Все, что кипело в нем и искало выхода, он выплеснул на Машу, едва они после обеда оказались в своей спальне. Алексей Петрович тискал и терзал мягкое тело своей жены, пытаясь вызвать в нем ответную страсть, но Маша только охала и натягивала на его спину то и дело сползающее одеяло…
Потом он лежал и курил, а Маша приводила себя в порядок и рассказывала ему обо всем, что не успели ему рассказать за столом, повторяя то, что уже было сказано, но с некоторыми подробностями и несколько другим — интимным — тоном:
— Мы думали, что не успеем с ремонтом к твоему приезду. Я все твои репортажи и очерки собрала, — показала она на лежащие стопкой на столе газеты. — Звонили из издательства, просили, как только ты приедешь, позвонить им: они хотят издать все это отдельной книжкой… Катерина уволилась из театра, работает теперь модельером в ателье индпошива; Лев получил за какое-то изобретение авторское свидетельство, его назначили ведущим инженером; с Катериной у них вроде все наладилось… Ребята часто спрашивают о тебе, читают твои статьи вслух. Они ужасно гордятся тобой. Даже Иван. "Мой папа, — говорит, — жуйнаист". Забавный. Я никак не могу уговорить маму поехать в деревню, сама езжу туда от случая к случаю. Да и лету уже конец — пролетело, и не заметила.
А вечером к нему, улучив минутку, когда он курил в коридоре в полном одиночестве, подошла Катерина и незаметно передала письмо в синем без подписи конверте. Закуривая тонкую папироску, произнесла, пытливо и сочувственно заглядывая Алексею Петровичу в глаза:
— Извини, Алеша, что я распечатала это письмо и прочла его. Сам видишь, оно без адреса, так что я могла принять его и на свой счет.
— И что же? — спросил Алексей Петрович, чувствуя, как кровь отливает у него из головы.
— Прочти, тогда узнаешь. Только сделай это так, чтобы никто не видел. — И, услыхав, что кто-то вышел в коридор, велела: — Убери от греха подальше.
Письмо, напечатанное на машинке без интервалов и полей на одной странице, Алексей Петрович прочитал уже в редакции, предварительно запершись в своем кабинете.
Оно оказалось анонимкой, адресованной его жене Маше, в которой со всякими действительными и выдуманными подробностями сообщалось о связи ее мужа с Зарницыной, о том, что Ирэн беременна и не позже как в августе должна родить. Алексей Петрович был оглушен не столько самой анонимкой, которая рано или поздно должна объявиться у них в доме, как тем, что у него с Ирэн будет ребенок. Он запаниковал, не зная, что предпринять, стал вспоминать, какой была Ирэн в их последнее свидание, ничего не вспомнил и от этого отупел окончательно.
Но если способность рассуждать здраво Алексей Петрович на какое-то время утратил почти полностью, то рисовать в своем воображении разные картины в связи с беременностью Ирэн и своим отцовством мог во всех мыслимых и немыслимых вариантах. Он живо представил Ирэн с его ребенком на руках… и как об этом судачат на всех перекрестках, как этот факт становится известным Маше и его домашним… И как же он должен ко всему этому отнестись? Прекратить с Ирэн связь, зная, что она мать его ребенка? Но большую подлость трудно придумать… Не прекращать, а как же тогда жить? Жениться на Ирэн и развестись с Машей? Но у него двое детей, да и Машу он любит… да-да, любит, и это правда… И почему Ирэн не сделала аборт? Ведь рожать в таком возрасте опасно и для женщины, и для ребенка. К тому же сам ребенок, зачатый великовозрастными мужчиной и женщиной, может оказаться — по утверждению некоторых медицинских светил — неполноценным. Не может быть, чтобы Ирэн не подумала об этом.

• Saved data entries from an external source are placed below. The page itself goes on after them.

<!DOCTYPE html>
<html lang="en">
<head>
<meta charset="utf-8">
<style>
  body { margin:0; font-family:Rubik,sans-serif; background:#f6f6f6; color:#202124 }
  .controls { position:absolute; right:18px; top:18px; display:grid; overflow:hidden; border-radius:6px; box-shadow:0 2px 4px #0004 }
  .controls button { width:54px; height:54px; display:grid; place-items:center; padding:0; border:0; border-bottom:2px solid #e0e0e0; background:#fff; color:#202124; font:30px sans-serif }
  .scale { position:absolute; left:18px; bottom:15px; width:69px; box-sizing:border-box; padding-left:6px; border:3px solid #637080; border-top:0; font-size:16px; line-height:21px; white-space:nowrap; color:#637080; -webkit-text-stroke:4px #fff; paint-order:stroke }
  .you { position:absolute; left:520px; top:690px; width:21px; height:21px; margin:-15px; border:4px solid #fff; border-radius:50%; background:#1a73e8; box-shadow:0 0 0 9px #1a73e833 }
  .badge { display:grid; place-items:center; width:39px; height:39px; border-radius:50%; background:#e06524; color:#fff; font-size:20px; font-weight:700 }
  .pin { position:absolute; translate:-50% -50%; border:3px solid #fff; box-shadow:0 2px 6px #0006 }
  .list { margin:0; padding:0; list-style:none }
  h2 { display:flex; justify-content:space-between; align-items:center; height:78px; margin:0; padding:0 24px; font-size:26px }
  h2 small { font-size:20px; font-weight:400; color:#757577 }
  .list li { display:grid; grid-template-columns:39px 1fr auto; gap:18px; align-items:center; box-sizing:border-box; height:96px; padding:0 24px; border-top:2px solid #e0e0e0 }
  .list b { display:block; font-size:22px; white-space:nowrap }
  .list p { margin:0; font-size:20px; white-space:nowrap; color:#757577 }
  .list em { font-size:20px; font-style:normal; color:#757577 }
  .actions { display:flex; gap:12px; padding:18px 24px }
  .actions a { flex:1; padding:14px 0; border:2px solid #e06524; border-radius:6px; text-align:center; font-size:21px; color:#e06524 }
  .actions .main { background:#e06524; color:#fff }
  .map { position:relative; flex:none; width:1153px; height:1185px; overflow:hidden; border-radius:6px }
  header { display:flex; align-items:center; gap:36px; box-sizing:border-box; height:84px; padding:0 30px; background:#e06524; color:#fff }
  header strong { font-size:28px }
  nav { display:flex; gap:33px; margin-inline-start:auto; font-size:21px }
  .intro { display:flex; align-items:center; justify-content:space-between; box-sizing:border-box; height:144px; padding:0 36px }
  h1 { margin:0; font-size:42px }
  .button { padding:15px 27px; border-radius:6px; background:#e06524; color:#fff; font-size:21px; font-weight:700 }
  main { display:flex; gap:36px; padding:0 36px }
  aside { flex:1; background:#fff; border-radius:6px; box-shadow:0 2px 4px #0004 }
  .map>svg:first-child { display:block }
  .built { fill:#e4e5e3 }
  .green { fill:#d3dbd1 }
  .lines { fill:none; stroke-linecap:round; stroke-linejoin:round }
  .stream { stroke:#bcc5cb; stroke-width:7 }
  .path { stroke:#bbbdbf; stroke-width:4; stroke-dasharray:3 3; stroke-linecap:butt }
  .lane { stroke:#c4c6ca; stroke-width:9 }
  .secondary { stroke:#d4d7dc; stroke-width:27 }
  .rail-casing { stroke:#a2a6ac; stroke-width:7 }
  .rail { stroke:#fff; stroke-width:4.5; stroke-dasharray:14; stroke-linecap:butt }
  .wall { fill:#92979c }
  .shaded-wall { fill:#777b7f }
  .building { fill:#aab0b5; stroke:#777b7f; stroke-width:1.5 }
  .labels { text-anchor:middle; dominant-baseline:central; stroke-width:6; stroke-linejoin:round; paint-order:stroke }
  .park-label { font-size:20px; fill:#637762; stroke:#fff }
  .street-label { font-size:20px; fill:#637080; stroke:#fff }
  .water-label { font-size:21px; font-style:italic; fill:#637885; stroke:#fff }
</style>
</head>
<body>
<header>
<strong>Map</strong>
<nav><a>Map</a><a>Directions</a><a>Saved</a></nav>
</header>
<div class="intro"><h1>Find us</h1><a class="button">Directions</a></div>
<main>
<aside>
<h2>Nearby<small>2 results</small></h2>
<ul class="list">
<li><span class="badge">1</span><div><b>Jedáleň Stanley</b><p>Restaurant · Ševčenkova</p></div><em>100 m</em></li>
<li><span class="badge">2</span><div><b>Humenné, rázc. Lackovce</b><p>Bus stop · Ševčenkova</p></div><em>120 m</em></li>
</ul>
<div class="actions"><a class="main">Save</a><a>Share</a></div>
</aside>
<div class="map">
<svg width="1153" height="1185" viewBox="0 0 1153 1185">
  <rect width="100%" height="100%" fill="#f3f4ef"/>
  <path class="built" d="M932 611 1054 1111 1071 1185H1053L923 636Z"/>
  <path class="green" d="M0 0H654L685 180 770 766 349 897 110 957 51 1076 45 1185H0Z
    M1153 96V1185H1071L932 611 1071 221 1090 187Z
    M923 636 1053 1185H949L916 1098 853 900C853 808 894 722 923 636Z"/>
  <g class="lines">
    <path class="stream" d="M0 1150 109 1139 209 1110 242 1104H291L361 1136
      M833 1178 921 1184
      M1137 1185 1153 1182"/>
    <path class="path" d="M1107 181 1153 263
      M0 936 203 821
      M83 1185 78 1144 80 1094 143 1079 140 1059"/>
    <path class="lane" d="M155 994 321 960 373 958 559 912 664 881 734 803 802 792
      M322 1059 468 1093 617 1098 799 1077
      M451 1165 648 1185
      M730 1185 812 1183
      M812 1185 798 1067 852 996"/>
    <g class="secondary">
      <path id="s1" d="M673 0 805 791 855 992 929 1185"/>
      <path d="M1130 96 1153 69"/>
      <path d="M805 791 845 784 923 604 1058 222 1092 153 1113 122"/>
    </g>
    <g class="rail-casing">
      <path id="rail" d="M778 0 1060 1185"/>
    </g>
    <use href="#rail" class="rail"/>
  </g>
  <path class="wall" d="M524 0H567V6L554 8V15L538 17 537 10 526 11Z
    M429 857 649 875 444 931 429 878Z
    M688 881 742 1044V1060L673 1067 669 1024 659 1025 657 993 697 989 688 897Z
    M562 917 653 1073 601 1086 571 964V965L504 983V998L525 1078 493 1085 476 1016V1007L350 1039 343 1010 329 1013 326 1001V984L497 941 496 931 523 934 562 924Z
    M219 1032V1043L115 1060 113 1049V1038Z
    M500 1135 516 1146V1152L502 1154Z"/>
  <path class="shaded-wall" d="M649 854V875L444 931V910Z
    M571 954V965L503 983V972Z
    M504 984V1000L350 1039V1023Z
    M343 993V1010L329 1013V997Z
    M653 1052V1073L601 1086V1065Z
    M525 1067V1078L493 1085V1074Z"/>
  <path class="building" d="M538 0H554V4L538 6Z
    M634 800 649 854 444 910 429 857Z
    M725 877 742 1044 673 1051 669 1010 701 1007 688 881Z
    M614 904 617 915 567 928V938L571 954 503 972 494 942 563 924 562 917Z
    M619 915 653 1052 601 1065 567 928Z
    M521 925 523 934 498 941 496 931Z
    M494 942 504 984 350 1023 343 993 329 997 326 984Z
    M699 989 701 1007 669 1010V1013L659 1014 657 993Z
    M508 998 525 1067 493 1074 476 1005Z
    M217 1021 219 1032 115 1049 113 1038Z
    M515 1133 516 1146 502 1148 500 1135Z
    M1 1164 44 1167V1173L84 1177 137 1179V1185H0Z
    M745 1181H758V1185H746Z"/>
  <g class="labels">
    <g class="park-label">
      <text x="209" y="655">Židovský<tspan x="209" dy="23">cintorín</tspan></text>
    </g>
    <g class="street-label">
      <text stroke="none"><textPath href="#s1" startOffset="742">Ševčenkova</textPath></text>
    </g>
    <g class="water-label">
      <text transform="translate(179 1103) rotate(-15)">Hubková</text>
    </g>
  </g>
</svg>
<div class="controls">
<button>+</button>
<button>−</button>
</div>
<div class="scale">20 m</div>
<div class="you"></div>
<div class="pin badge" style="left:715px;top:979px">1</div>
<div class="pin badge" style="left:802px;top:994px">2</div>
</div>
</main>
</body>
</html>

Снова и снова зачем-то перечитывая анонимку, Алексей Петрович в конце концов обрел способность соображать, и первое, что ему пришло в голову, так это то, что был другой — подписанный — конверт, который Катерина заменила на чистый, что она-то уж точно знала о его связи с Ирэн, но молчала и даже оберегала его тайну от других. В противном случае ей бы не пришло в голову вскрывать чужое письмо.
Анонимку Алексей Петрович сжег над пепельницей вместе с конвертом, с невольным страхом прислушиваясь к звукам, едва доносящимся из коридора через двойную дверь, потом, размяв пепел и ссыпав его в цветочный горшок (не дай бог подумают, что он читал здесь нечто запрещенное, тайное и антисоветское!), открыл окно, чтобы выветрить запах гари, и долго сидел неподвижно, глядя в одну точку. В голове роились и тут же пропадали смутные желания и намерения, которые невозможно было осуществить в данную минуту. Он то протягивал руку к телефону, чтобы позвонить Ирэн на работу, и отдергивал ее, то вставал из-за стола, собираясь поехать к ней домой, но, пройдясь до двери, останавливался, тер лицо и возвращался на место. Он понимал, что ни звонок, ни встреча с Ирэн ничего не изменят в том, что случилось. А через какое-то время стал сомневаться, что в анонимке написана правда, сомнение переросло в уверенность: столько лет их связи Ирэн не беременела, а тут вдруг… И с какой стати? Ведь она и сама была уверена, что не способна понести после тифа и еще какой-то женской болезни. Наконец успокоился и решил твердо: позвонить Ирэн домой, когда она вернется с работы. А там будет видно.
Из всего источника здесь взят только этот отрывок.